# Morso 2b standard or a Jotul 602



## Angus (Aug 4, 2008)

I m writing to ask if anyone out there has used a Morso 2b standard stove?
I currently use a Jotul F118 CB, the black bear and we are delighted with it, the fire was never out last winter from October to April (apart from brief periods about once every 5 weeks to empty the ash).
Due to the price of oil we wish to put in another stove as we have an abundance of wood and will no longer use oil.
We are not sure if we should get a Jotul 602 or a Morso 2b standard.
Has anyone any wiews on which would be the better stove, if any.
I know Jotuls are excellant stoves and I m a Jotul man but my wife likes the Morso and you know wives, they are always right.
regards,
Angus


----------



## webbie (Aug 4, 2008)

I used a 2B years ago, but it was not the EPA model. It did take a longer 20" log than the Jotul.

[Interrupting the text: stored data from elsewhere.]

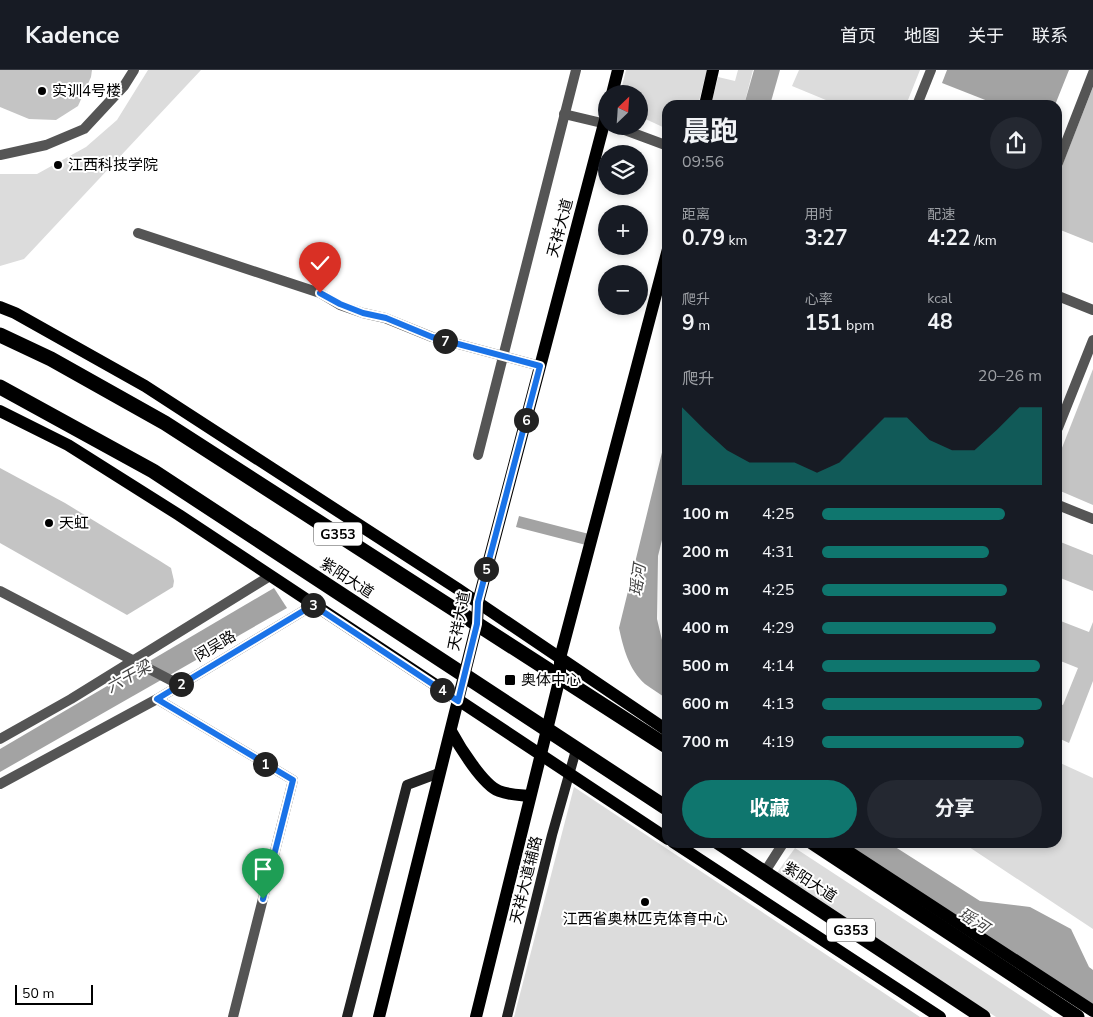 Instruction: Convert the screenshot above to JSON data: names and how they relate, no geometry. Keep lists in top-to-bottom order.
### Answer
{
  "streets": {
    "highway": ["G353", "紫阳大道"],
    "main road": ["天祥大道", "天祥大道辅路"],
    "street": ["闵吴路"]
  },
  "crossings": [
    ["天祥大道", "G353"],
    ["天祥大道", "紫阳大道"],
    ["紫阳大道", "天祥大道辅路"]
  ],
  "water": ["瑶河", "六干梁"],
  "places": {
    "other": [
      "实训4号楼",
      "江西科技学院",
      "天虹",
      "江西省奥林匹克体育中心"
    ],
    "transit": ["奥体中心"]
  },
  "scale_bar": "50 m",
  "north": "top right",
  "page": {
    "header": "Kadence",
    "nav": [
      "首页",
      "地图",
      "关于",
      "联系"
    ],
    "map_buttons": ["+", "−"],
    "heading": ["晨跑", "09:56"],
    "stats": [
      ["距离", "0.79 km"],
      ["用时", "3:27"],
      ["配速", "4:22 /km"],
      ["爬升", "9 m"],
      ["心率", "151 bpm"],
      ["kcal", "48"]
    ],
    "pins": [
      "7",
      "6",
      "5",
      "3",
      "2",
      "4",
      "1"
    ],
    "chart": ["爬升", "20–26 m"],
    "list": [
      {
        "name": "100 m",
        "note": "4:25"
      },
      {
        "name": "200 m",
        "note": "4:31"
      },
      {
        "name": "300 m",
        "note": "4:25"
      },
      {
        "name": "400 m",
        "note": "4:29"
      },
      {
        "name": "500 m",
        "note": "4:14"
      },
      {
        "name": "600 m",
        "note": "4:13"
      },
      {
        "name": "700 m",
        "note": "4:19"
      }
    ],
    "buttons": ["收藏", "分享"],
    "scale": "50 m"
  }
} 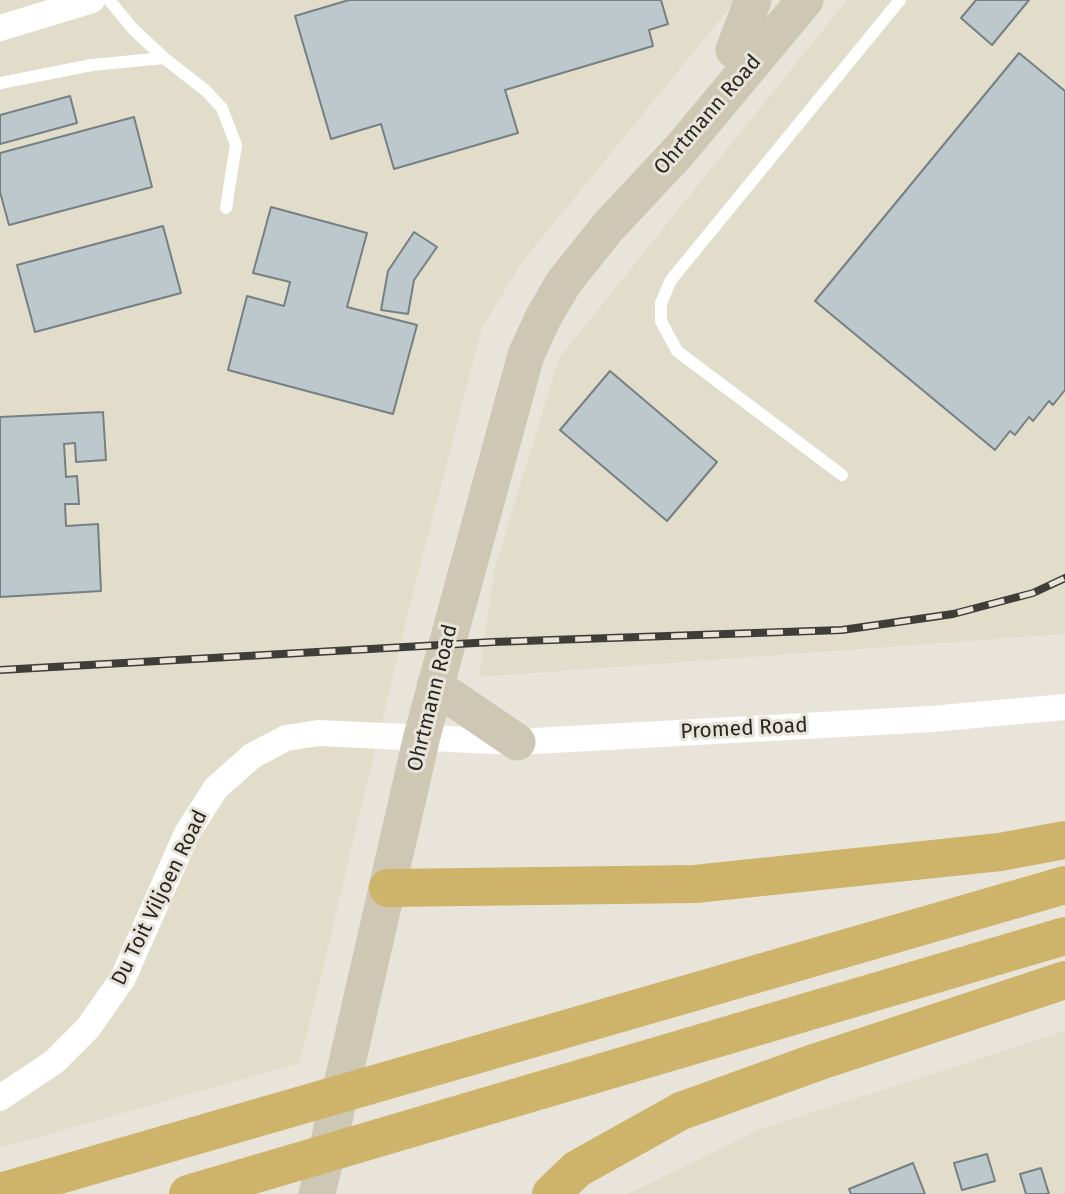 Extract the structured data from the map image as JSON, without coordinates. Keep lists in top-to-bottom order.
{
  "streets": {
    "main road": ["Ohrtmann Road"],
    "street": ["Promed Road", "Du Toit Viljoen Road"]
  },
  "crossings": [
    ["Ohrtmann Road", "Promed Road"],
    ["Ohrtmann Road", "Du Toit Viljoen Road"],
    ["Promed Road", "Du Toit Viljoen Road"]
  ]
}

Both good stoves...

My wife likes the squirrels on the side too!


----------



## Angus (Aug 6, 2008)

Thanks for the reply.
2 b or not 2 b, that is the question.
Hehehe..... my wife likes the squirrels on the side, thats why she loves the Morso.
The 2b looks like a fine stove, but the local dealer has a 602 Jotul with a high top, quite a rare thing to get a new high top as they dont make them anymore.
 I had a Morso 3440, it was a beatifully made stove and very clean burning, but I thought it had a design fault, as it pulled up air from the back, over the top and down the glass to pre heat it and so burn cleaner, all fine in an ideal world, but it would pull the air in hard (like us breathing thru a straw) and so the fire was either burning too aggressively or the flame would go out, with the risk of an explosion of unburnt gasses when the door was opened,  it was a fine line to get it right. I sold the stove and this kinda put me off Morsos, tho I m sure the 2B has a more practical sensible design. The Jotuls I ve used have alsways been very easy to use and of a simple and practical design and will keep embers going overnight for an easy start in the morning.


----------



## begreen (Aug 6, 2008)

It seems really a question of the size of the stove required/desired, nothing squirrelly about it. If smaller, go for the F602CB. It's a good little heater. My neighbors down the street are heating their 800 sq ft home with one. If you need bigger, go for the 2b.


----------



## maker (Dec 28, 2010)

I bought a Morso 2B Standard in 2010 and I do not recommend this stove. The looks are nice and seems solid built, but the problem is in the interior stone. The interior stones are much thinner (about half the thickness) of other stoves. The stones are one piece and proprietary so if they break you need to order a new one from morso. The bottom stone in my 2b broke during transportation and morso hesitated to cover it under warranty because they said that it was caused during transportation. Morso says that it has 10 year warranty but what kind of inferior product it can be where a stone breaks during transportation. Would you believe that a stone will break while in a car and small bumps the car would break the stone. This pretty much concludes that "no more morso" - never buy a morso again.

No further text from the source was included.